The NRIS/GPU software environment provides a number of NCCL modules compiled for the system, for different CUDA and GCC versions:

ml avail nccl
NCCL/2.22.3-GCCcore-13.3.0-CUDA-12.6.0
NCCL/2.26.6-GCCcore-14.2.0-CUDA-12.8.0
NCCL/2.27.7-GCCcore-14.3.0-CUDA-12.9.1
NCCL/2.28.3-GCCcore-14.2.0-CUDA-12.8.0
NCCL/2.29.2-GCCcore-14.3.0-CUDA-12.9.1
NCCL/2.30.4-GCCcore-14.3.0-CUDA-13.0.0

When running NCCL applications that span multiple compute nodes, the off-node communication is implemented through the aws-ofi-nccl network plugin, which uses Slingshot and libfabric to transfer data.

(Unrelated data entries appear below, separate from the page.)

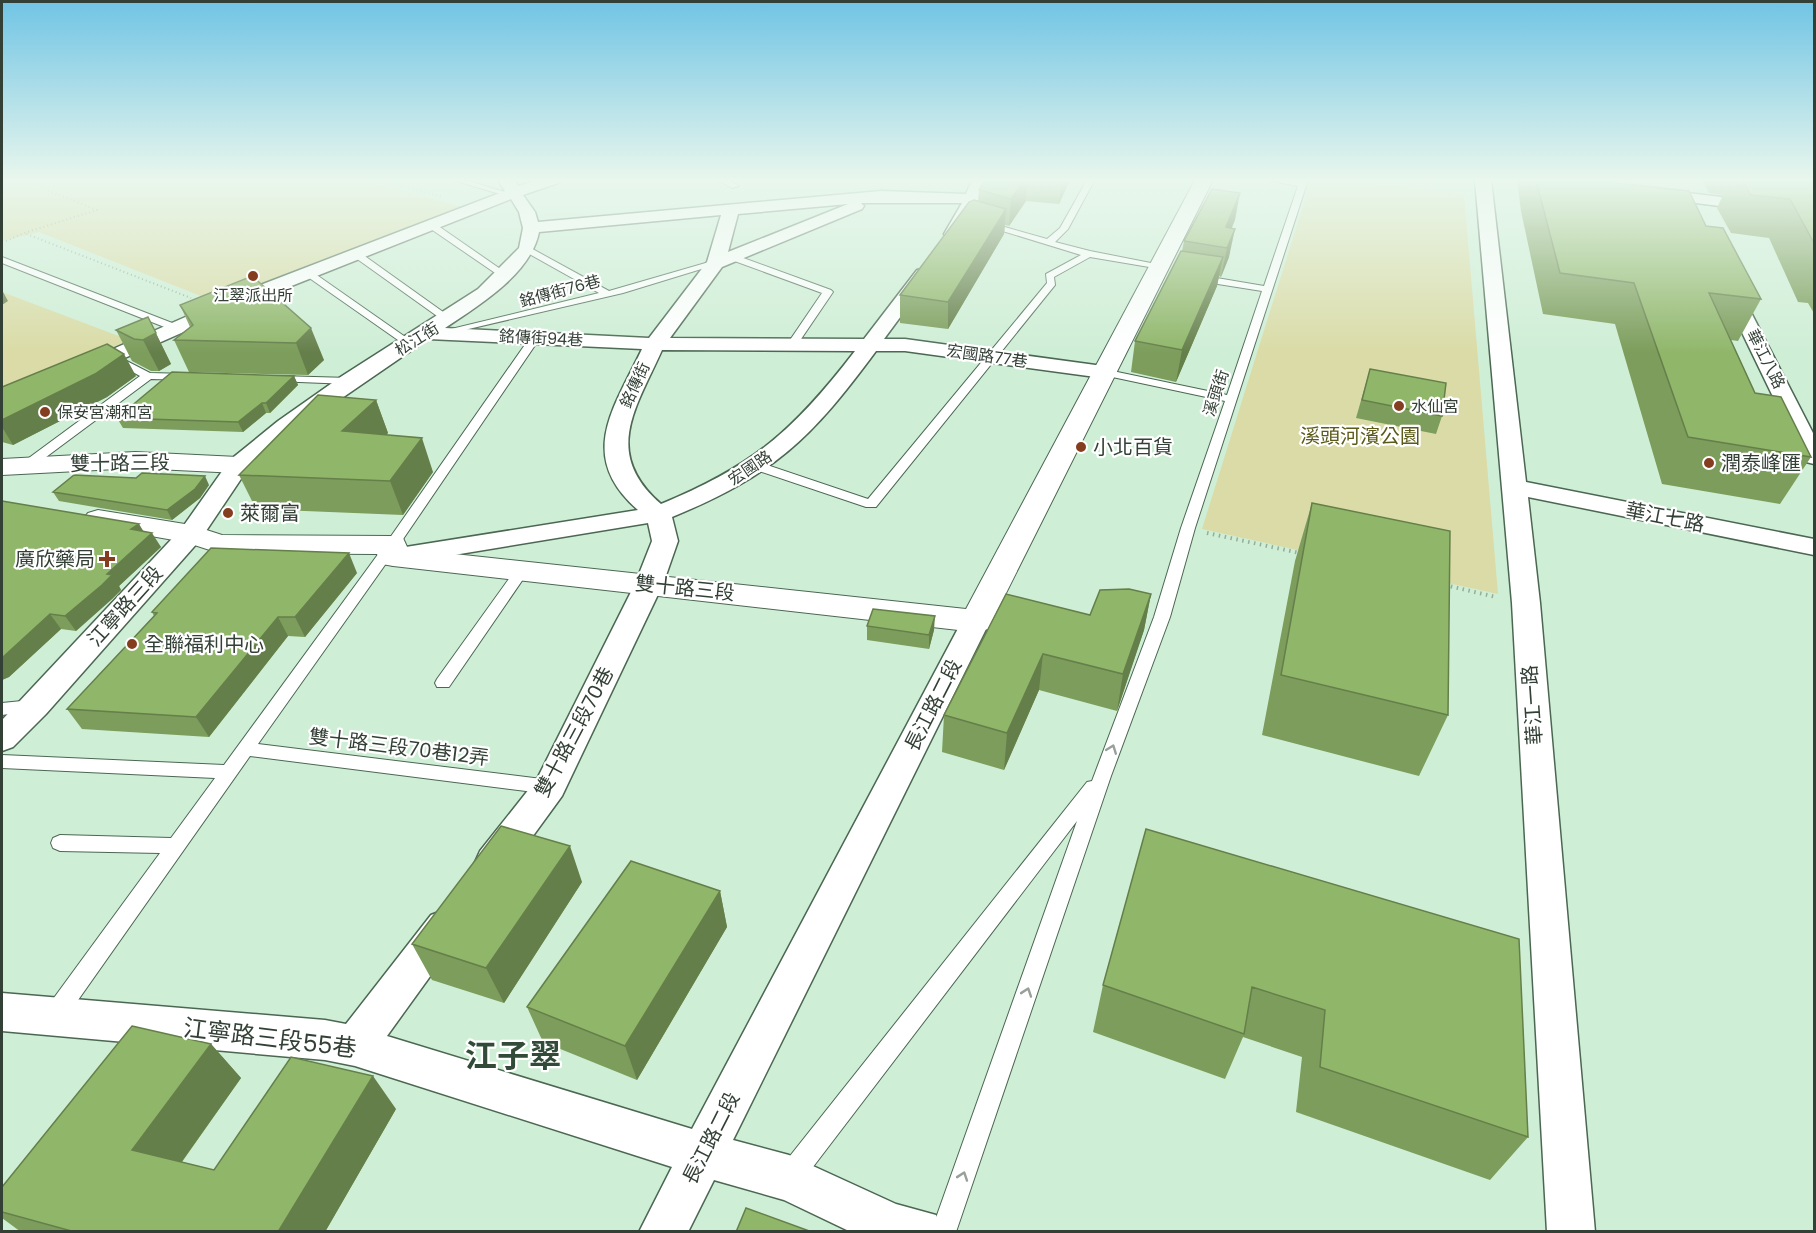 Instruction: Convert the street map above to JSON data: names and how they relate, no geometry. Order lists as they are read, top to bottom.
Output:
{
  "streets": {
    "street": [
      "銘傳街94巷",
      "松江街",
      "宏國路77巷",
      "華江八路",
      "銘傳街",
      "雙十路三段",
      "宏國路",
      "華江七路",
      "江寧路三段",
      "長江路二段",
      "華江一路",
      "雙十路三段70巷",
      "江寧路三段55巷"
    ],
    "lane": ["銘傳街76巷", "溪頭街", "雙十路三段70巷12弄"]
  },
  "crossings": [
    ["銘傳街76巷", "銘傳街94巷"],
    ["銘傳街76巷", "松江街"],
    ["銘傳街76巷", "銘傳街"],
    ["銘傳街94巷", "松江街"],
    ["銘傳街94巷", "宏國路77巷"],
    ["銘傳街94巷", "銘傳街"],
    ["松江街", "雙十路三段"],
    ["松江街", "江寧路三段"],
    ["宏國路77巷", "宏國路"],
    ["宏國路77巷", "長江路二段"],
    ["銘傳街", "宏國路"],
    ["銘傳街", "雙十路三段70巷"],
    ["雙十路三段", "宏國路"],
    ["雙十路三段", "江寧路三段"],
    ["雙十路三段", "長江路二段"],
    ["雙十路三段", "雙十路三段70巷"],
    ["宏國路", "雙十路三段70巷"],
    ["華江七路", "華江一路"],
    ["長江路二段", "江寧路三段55巷"],
    ["雙十路三段70巷", "雙十路三段70巷12弄"],
    ["雙十路三段70巷", "江寧路三段55巷"]
  ],
  "districts": ["江子翠"],
  "parks": ["溪頭河濱公園"],
  "places": {
    "other": [
      "江翠派出所",
      "水仙宮",
      "保安宮潮和宮",
      "小北百貨",
      "潤泰峰匯",
      "萊爾富",
      "全聯福利中心"
    ],
    "health": ["廣欣藥局"]
  }
} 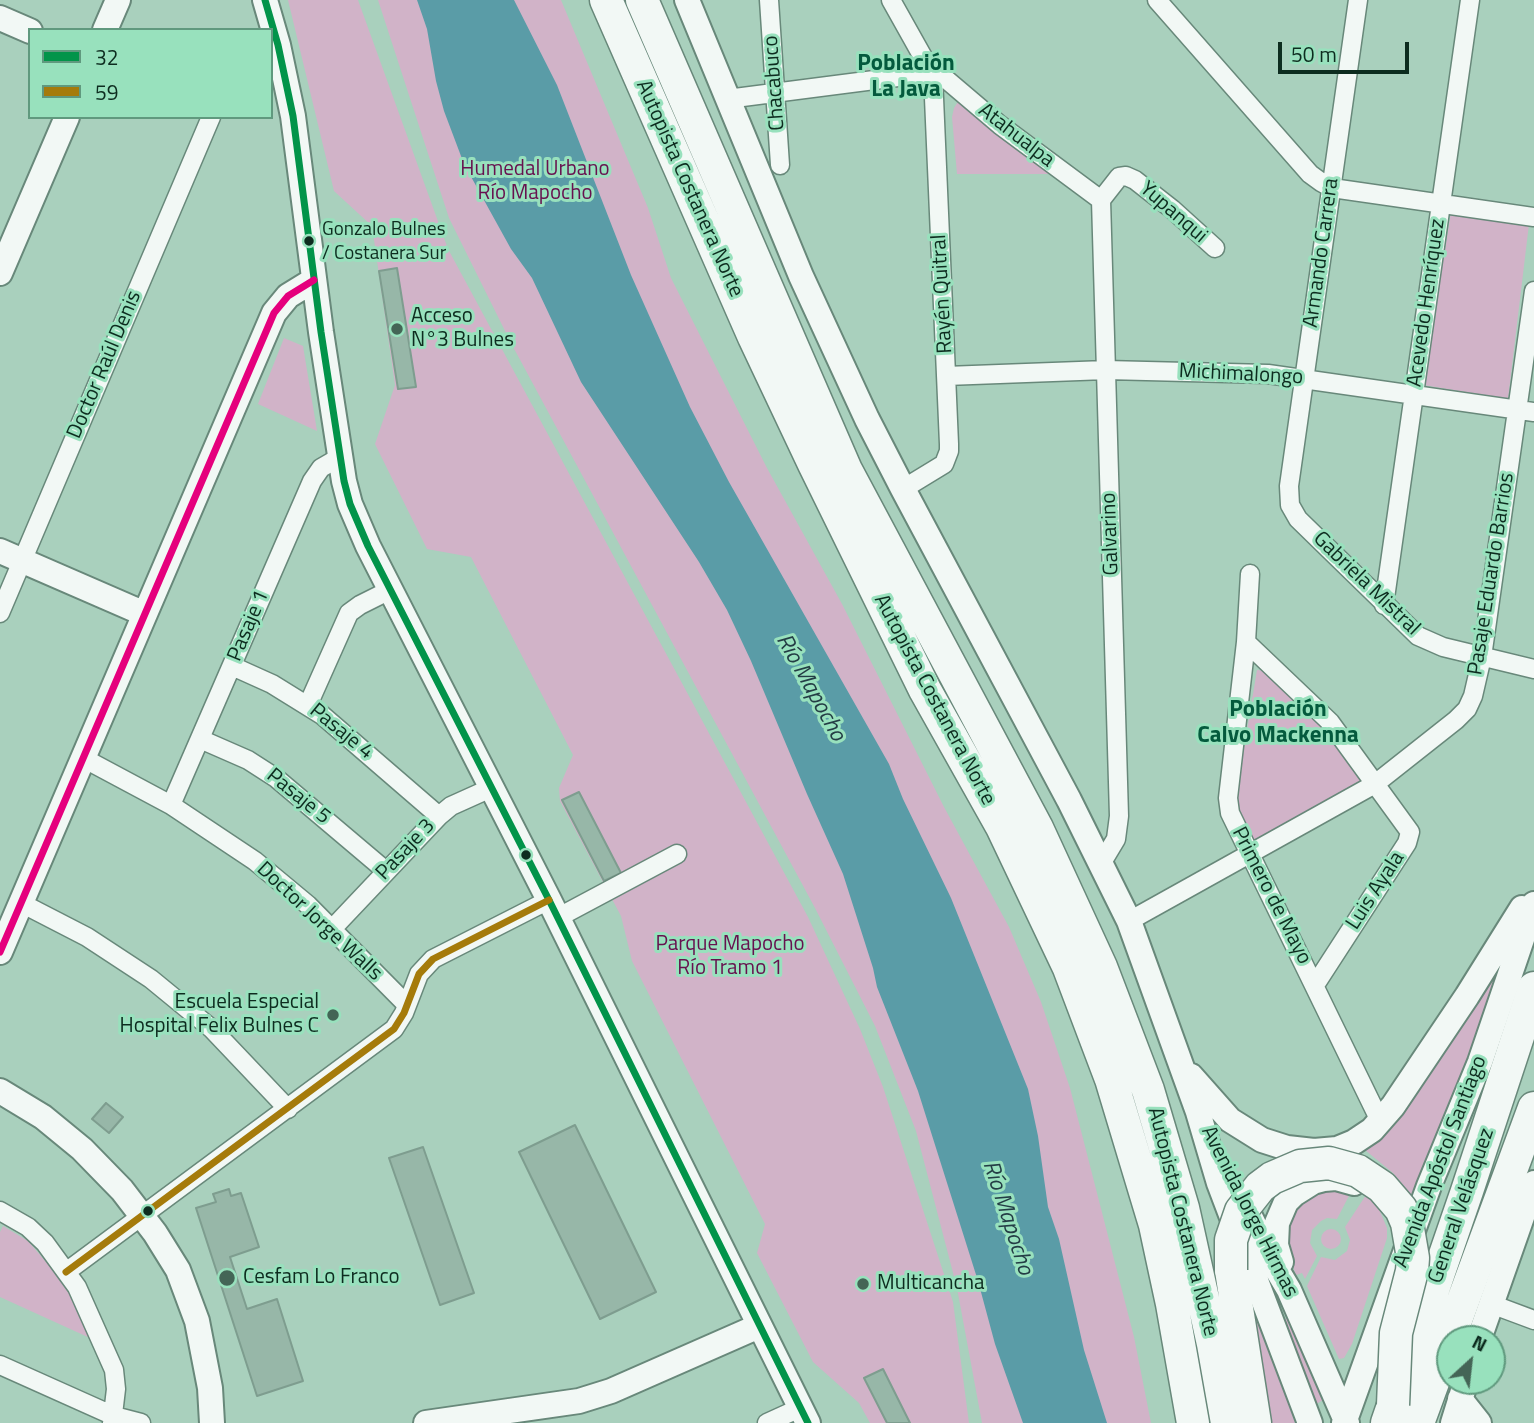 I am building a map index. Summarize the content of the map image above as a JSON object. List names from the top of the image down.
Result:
{
  "streets": {
    "highway": ["Autopista Costanera Norte", "General Velásquez"],
    "street": [
      "Chacabuco",
      "Atahualpa",
      "Yupanqui",
      "Armando Carrera",
      "Rayén Quitral",
      "Acevedo Henríquez",
      "Doctor Raúl Denis",
      "Michimalongo",
      "Galvarino",
      "Pasaje Eduardo Barrios",
      "Gabriela Mistral",
      "Pasaje 1",
      "Pasaje 4",
      "Pasaje 5",
      "Pasaje 3",
      "Luis Ayala",
      "Primero de Mayo",
      "Doctor Jorge Walls",
      "Avenida Apóstol Santiago",
      "Avenida Jorge Hirmas"
    ]
  },
  "crossings": [
    ["Atahualpa", "Yupanqui"],
    ["Atahualpa", "Rayén Quitral"],
    ["Atahualpa", "Galvarino"],
    ["Yupanqui", "Galvarino"],
    ["Armando Carrera", "Michimalongo"],
    ["Armando Carrera", "Gabriela Mistral"],
    ["Rayén Quitral", "Michimalongo"],
    ["Acevedo Henríquez", "Michimalongo"],
    ["Acevedo Henríquez", "Gabriela Mistral"],
    ["Michimalongo", "Galvarino"],
    ["Michimalongo", "Pasaje Eduardo Barrios"],
    ["Pasaje Eduardo Barrios", "Gabriela Mistral"],
    ["Pasaje Eduardo Barrios", "Luis Ayala"],
    ["Pasaje Eduardo Barrios", "Primero de Mayo"],
    ["Pasaje 1", "Pasaje 4"],
    ["Pasaje 1", "Pasaje 5"],
    ["Pasaje 1", "Doctor Jorge Walls"],
    ["Pasaje 4", "Pasaje 3"],
    ["Pasaje 5", "Pasaje 3"],
    ["Pasaje 3", "Doctor Jorge Walls"],
    ["Luis Ayala", "Primero de Mayo"],
    ["Avenida Apóstol Santiago", "Avenida Jorge Hirmas"]
  ],
  "districts": ["Población La Java", "Población Calvo Mackenna"],
  "water": ["Río Mapocho"],
  "parks": ["Humedal Urbano Río Mapocho", "Parque Mapocho Río Tramo 1"],
  "places": [
    "Gonzalo Bulnes / Costanera Sur",
    "Acceso N°3 Bulnes",
    "Escuela Especial Hospital Felix Bulnes C",
    "Cesfam Lo Franco",
    "Multicancha"
  ],
  "lines": ["transit line 32", "transit line 59"],
  "legend": ["32", "59"],
  "scale_bar": "50 m",
  "north": "top right"
} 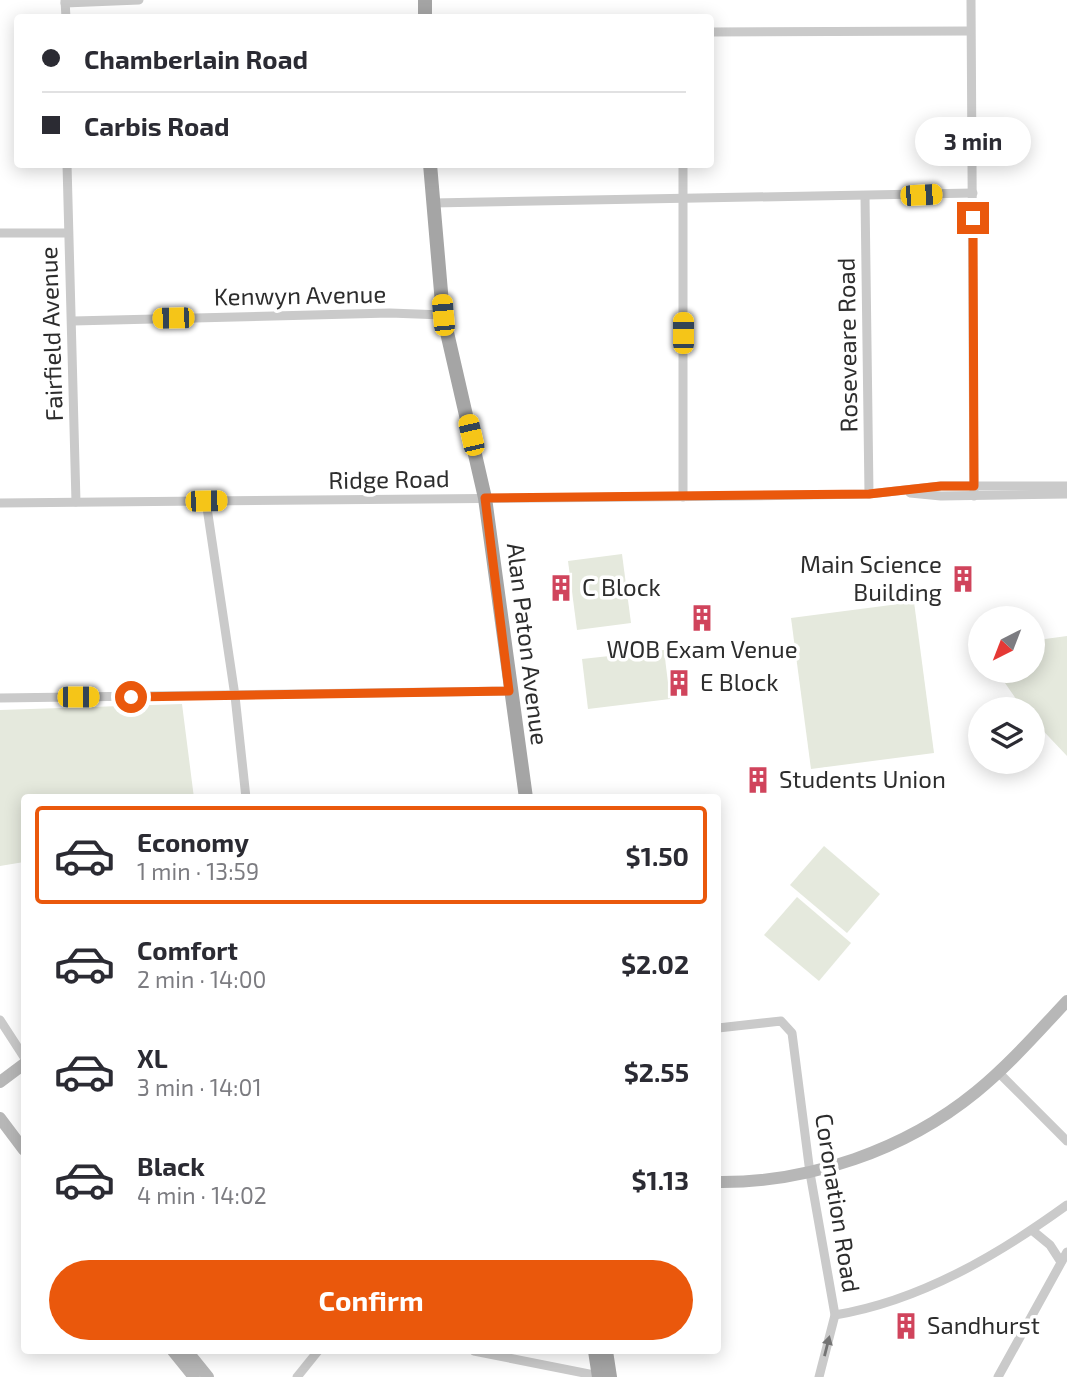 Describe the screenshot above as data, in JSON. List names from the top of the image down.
{
  "streets": {
    "main road": ["Alan Paton Avenue"],
    "street": [
      "Kenwyn Avenue",
      "Fairfield Avenue",
      "Roseveare Road",
      "Ridge Road",
      "Coronation Road"
    ]
  },
  "crossings": [
    ["Kenwyn Avenue", "Fairfield Avenue"],
    ["Kenwyn Avenue", "Alan Paton Avenue"],
    ["Fairfield Avenue", "Ridge Road"],
    ["Roseveare Road", "Ridge Road"],
    ["Ridge Road", "Alan Paton Avenue"]
  ],
  "places": {
    "building": [
      "Main Science Building",
      "C Block",
      "WOB Exam Venue",
      "E Block",
      "Students Union",
      "Sandhurst"
    ]
  },
  "north": "bottom left",
  "page": {
    "banner": ["Chamberlain Road", "Carbis Road"],
    "bubble": "3 min",
    "list": [
      {
        "name": "Economy",
        "note": "1 min · 13:59",
        "value": "$1.50"
      },
      {
        "name": "Comfort",
        "note": "2 min · 14:00",
        "value": "$2.02"
      },
      {
        "name": "XL",
        "note": "3 min · 14:01",
        "value": "$2.55"
      },
      {
        "name": "Black",
        "note": "4 min · 14:02",
        "value": "$1.13"
      }
    ],
    "buttons": "Confirm"
  }
}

The above NCCL modules automatically load the correct plugin version.

For best performance users, who use containers should bind the libraries provided by these modules (NCCL, aws-ofi-plugin, libfabric) and make them available inside the containers (see example NCCL container on Olivia.)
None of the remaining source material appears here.